Birds grow so fast. The chicks are no longer the cute, fuzzy, yellow babies of picture books. They weigh about a pound (about 1/3 their adult weight) and they are getting uglier by the day. They won’t be pretty again until all of their adult feathers are in. I should have taken some pictures to document the ugliness. Alas, I did not.

I did, however, take pictures of our other resident birds. These birds are much more attractive. I believe these are the babies from previous posts. Look at how they’ve grown and matured. They are so beautiful!

We found rabbit remains under one of the old pickups tonight. We’re hoping that our owls are doing their part to keep the rabbit population in check. Last week we ran into two bull snakes. Maybe the rabbits will stay out of Mr. McGregor’s garden this year!

New Developments at the Ranch…

This week, we have two things to report. As they say, a picture is worth a thousand words; I’ll let the pictures tell most of the story.

Story #1: What happens when you turn the sheep out to graze?

Notice the height of the grass compared to the driveway.
Watch as this grass….
Eventually looks like this

and this. Amazing!

 On the evening following these pictures, we had a little surprise (or two) in our trees.
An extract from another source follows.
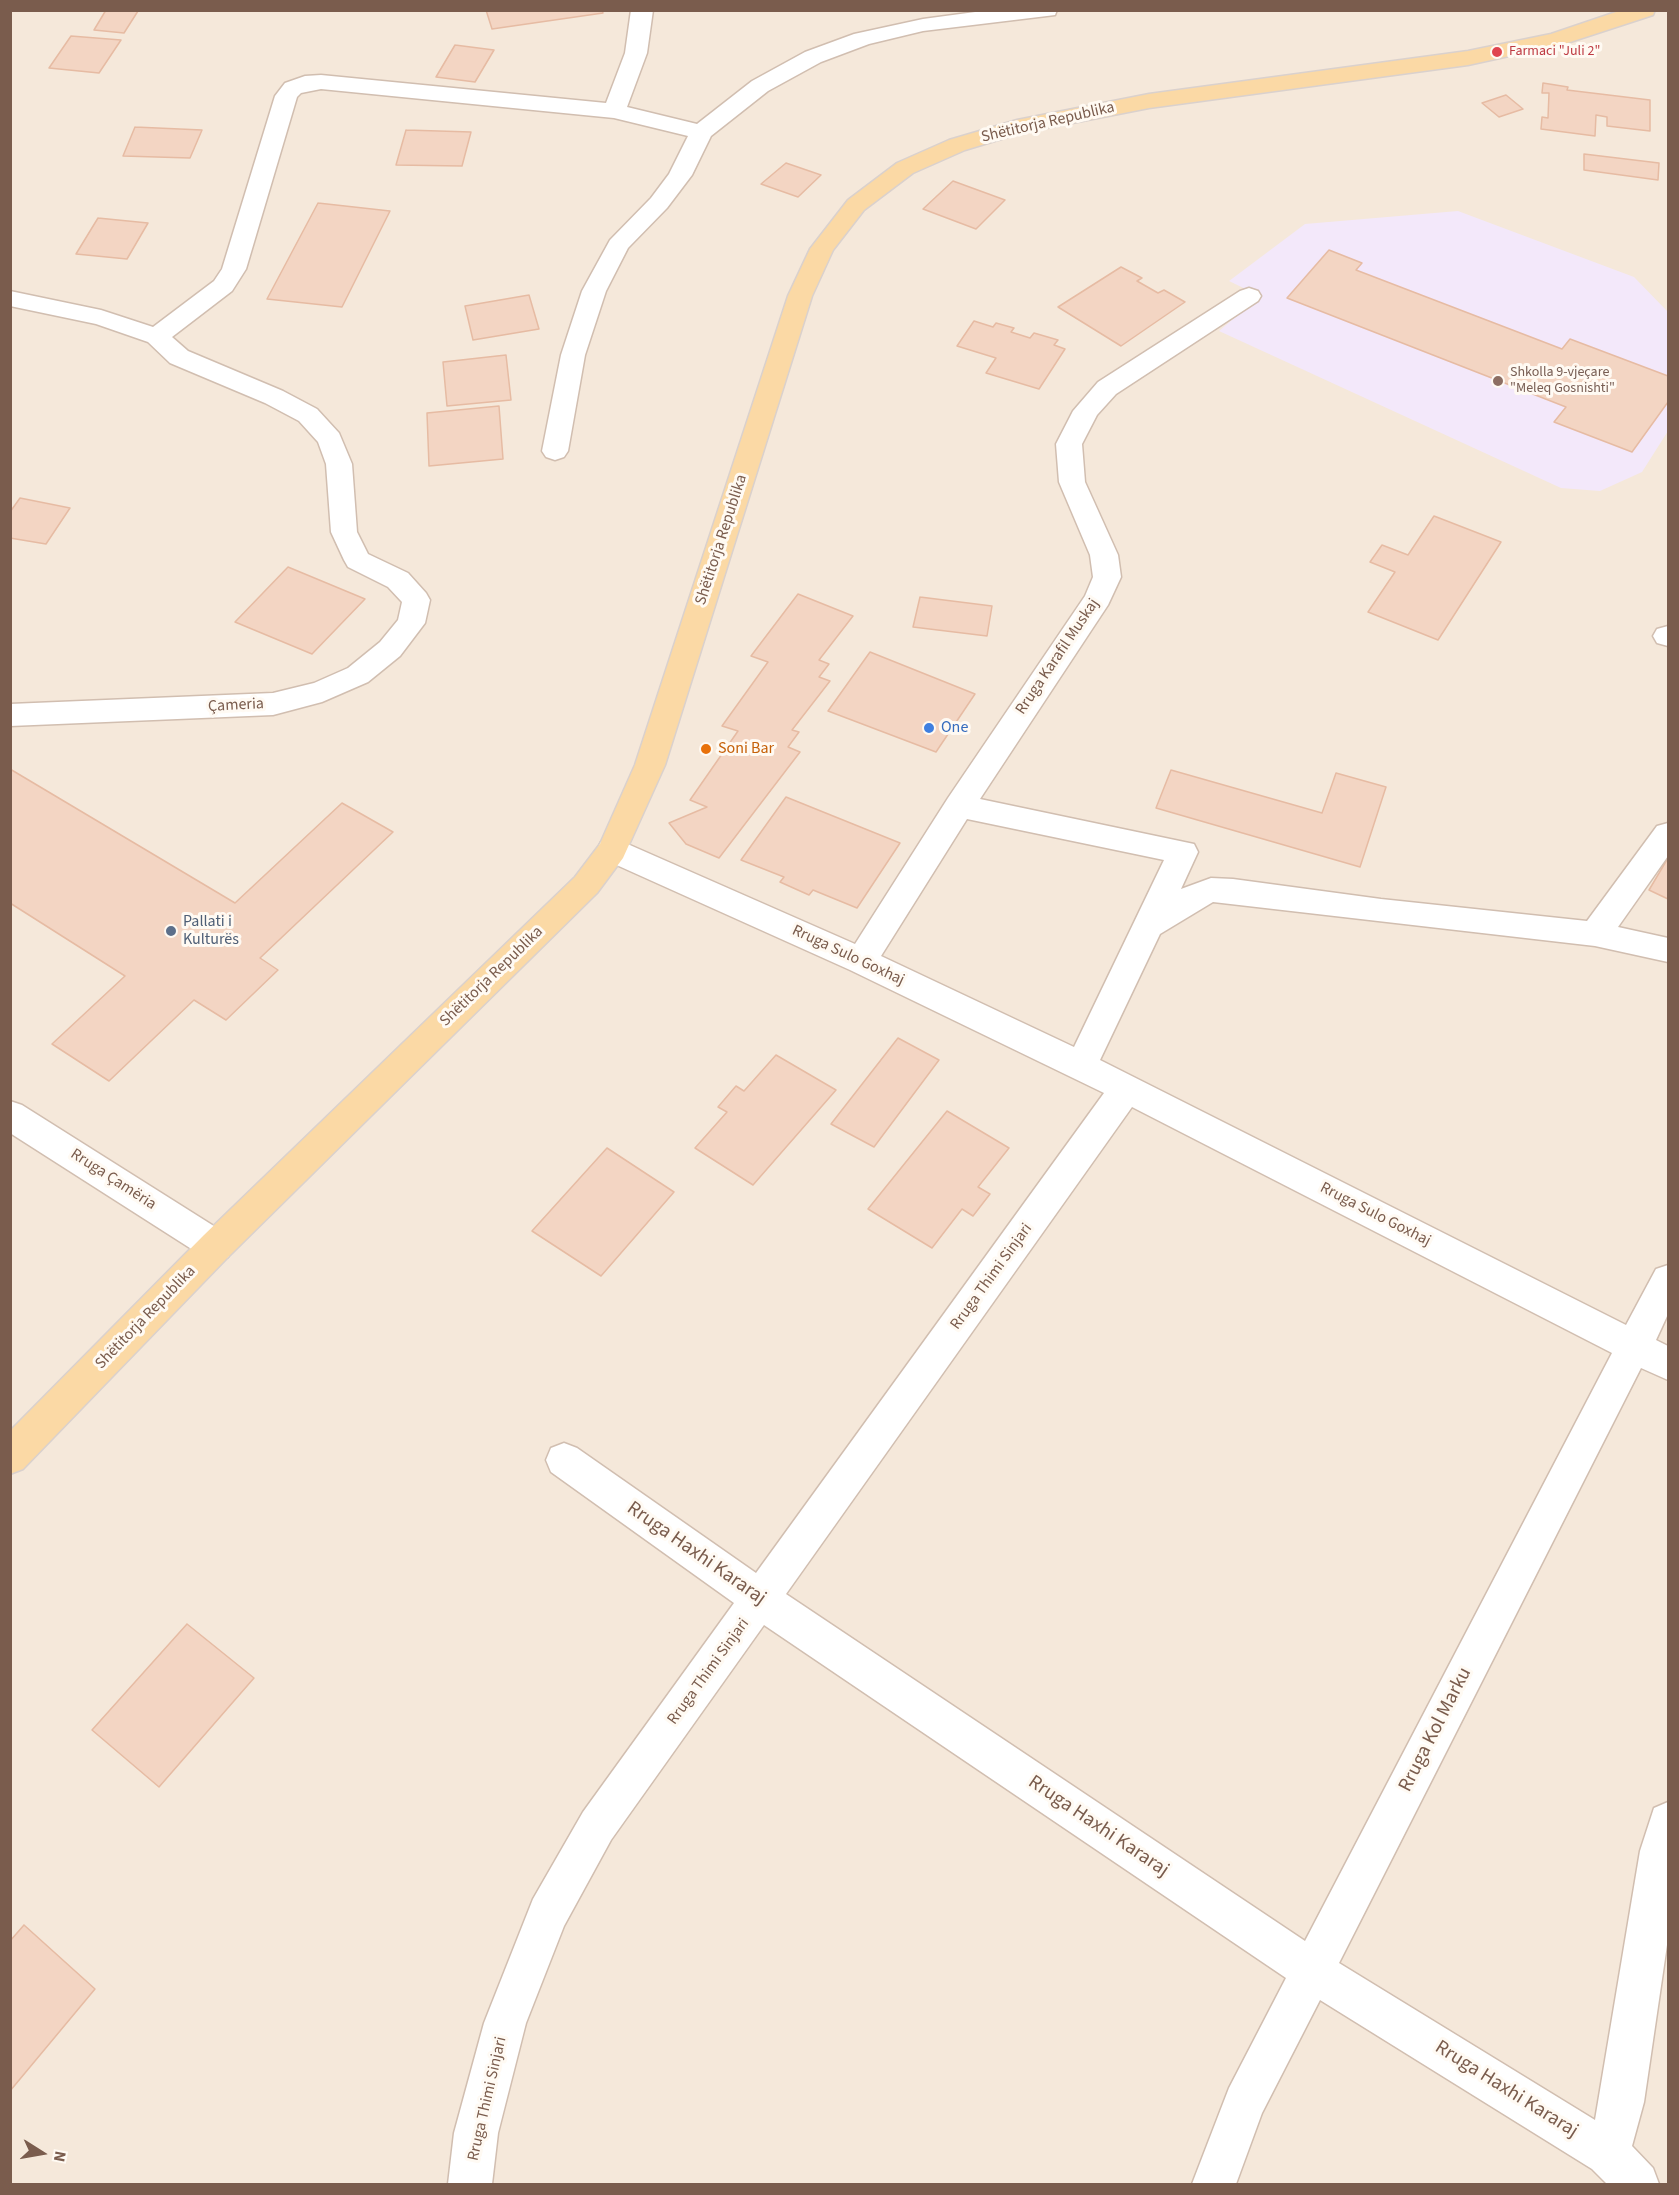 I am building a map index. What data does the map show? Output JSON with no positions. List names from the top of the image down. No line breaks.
{"streets":{"main road":["Shëtitorja Republika"],"street":["Rruga Karafil Muskaj","Çameria","Rruga Sulo Goxhaj","Rruga Çamëria","Rruga Thimi Sinjari","Rruga Haxhi Kararaj","Rruga Kol Marku"]},"crossings":[["Shëtitorja Republika","Rruga Sulo Goxhaj"],["Shëtitorja Republika","Rruga Çamëria"],["Rruga Karafil Muskaj","Rruga Sulo Goxhaj"],["Rruga Sulo Goxhaj","Rruga Thimi Sinjari"],["Rruga Sulo Goxhaj","Rruga Kol Marku"],["Rruga Thimi Sinjari","Rruga Haxhi Kararaj"],["Rruga Haxhi Kararaj","Rruga Kol Marku"]],"places":["Farmaci \"Juli 2\"","Shkolla 9-vjeçare \"Meleq Gosnishti\"","One","Soni Bar","Pallati i Kulturës"],"north":"right"} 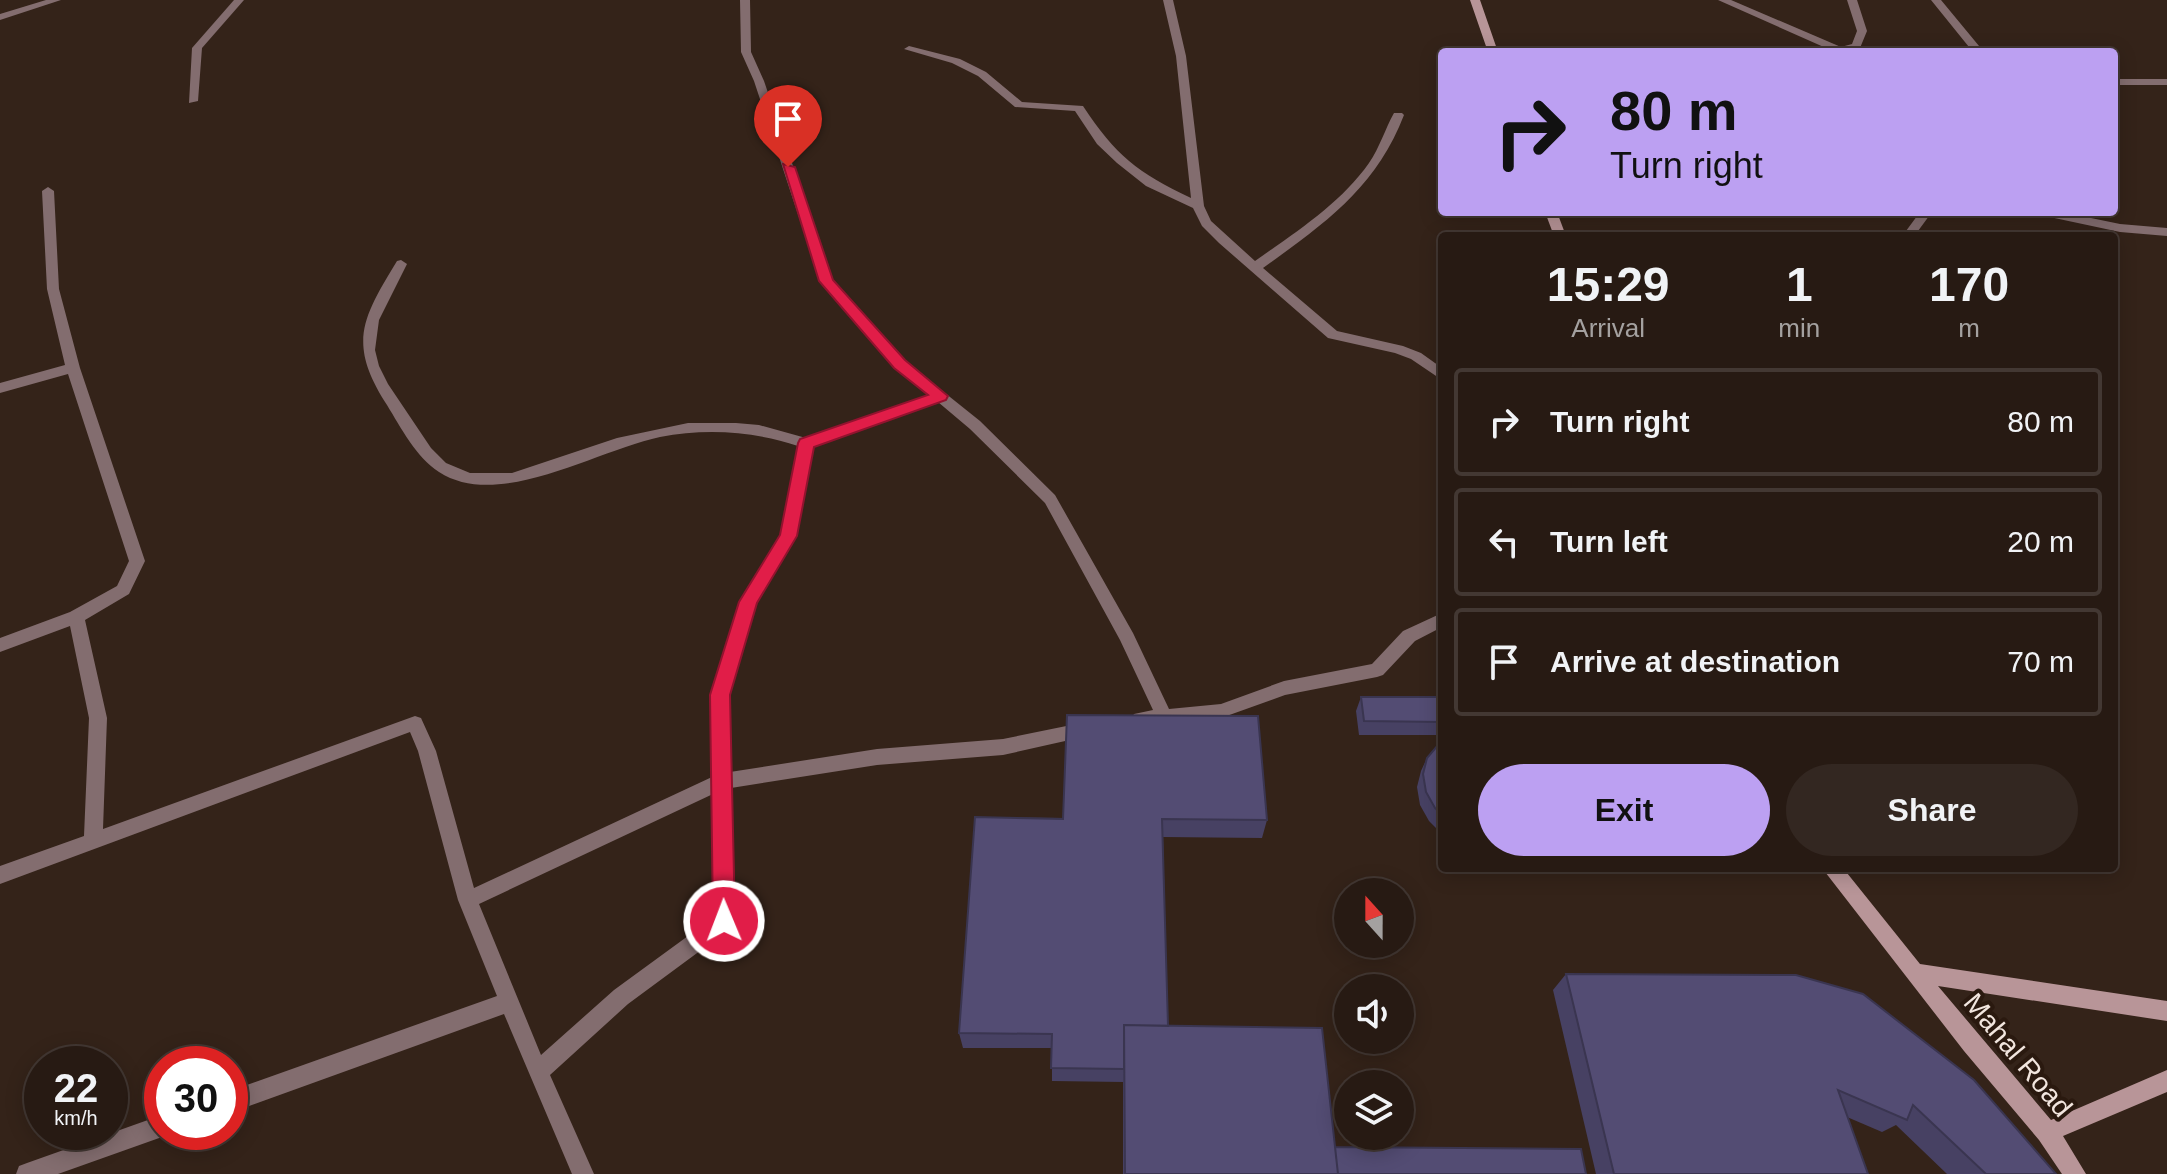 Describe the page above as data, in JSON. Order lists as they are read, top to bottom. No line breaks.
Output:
{"streets":{"main road":["Mahal Road"]},"north":"top","page":{"turn":["80 m","Turn right"],"eta":["15:29","Arrival","1","min","170","m"],"list":[{"name":"Turn right","value":"80 m"},{"name":"Turn left","value":"20 m"},{"name":"Arrive at destination","value":"70 m"}],"buttons":["Exit","Share"],"speed":"22 km/h","limit":"30"}}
Story #2 Two Little Owlets

Baby #1
Baby #2
They still have their downy feathers. We wondered if they could fly.

They just sat in the tree, watching us as we snapped tons of pictures.

Putting the sheep out to pasture

One of the things we have always believed in and supported is producing natural animals. Whether it is grass-fed beef or pasture poultry, we try to raise our animals naturally. This week, the weather is finally warm enough and the grass is getting tall. Soon, we will be turning the sheep out to pasture. Here are a couple of pictures of us putting up some fence. As we’ve already mentioned, our third generation rancher (two years-old) helps out as often as she can!

Wrapping Up Another Week

Time is sure flying by. I can’t believe that summer is just around the corner. Today, we bought three more gilts to add to our herd of pigs. Next week, our shipment of spring chicks arrive–followed shortly by our shipment of baby turkeys (poults). Soon after that, we’ll be picking up our new boar… And the list goes on.

In other exciting news, we will attend a jackpot this Friday night in Kersey. One of our two newest 4H customers will be participating with lambs from our flock. We are so excited for her and can’t wait to attend. So, here’s a special shout out to Rachel! We wish you the best of luck and hope you do well.

Getting Ready for Chickens

In about 2 weeks, we will receive our shipment of chicks from a hatchery in Nebraska. We are raising free range birds this year. We’ve been looking at a free range operation ever since we visited a free range operation in Nebraska. This year, we are finally ready to forge ahead with our plans.

First we needed to build a free range chicken tractor. We opted for a hoop house model. Building it was a lot of work, but it was fun and satisfying. Now we just have to hurry up and wait until the birds arrive.

Laying out the frame.
Hog panels make the hoop.
Tying on the chicken wire.
It’s nearly finished; it just needs the tarp.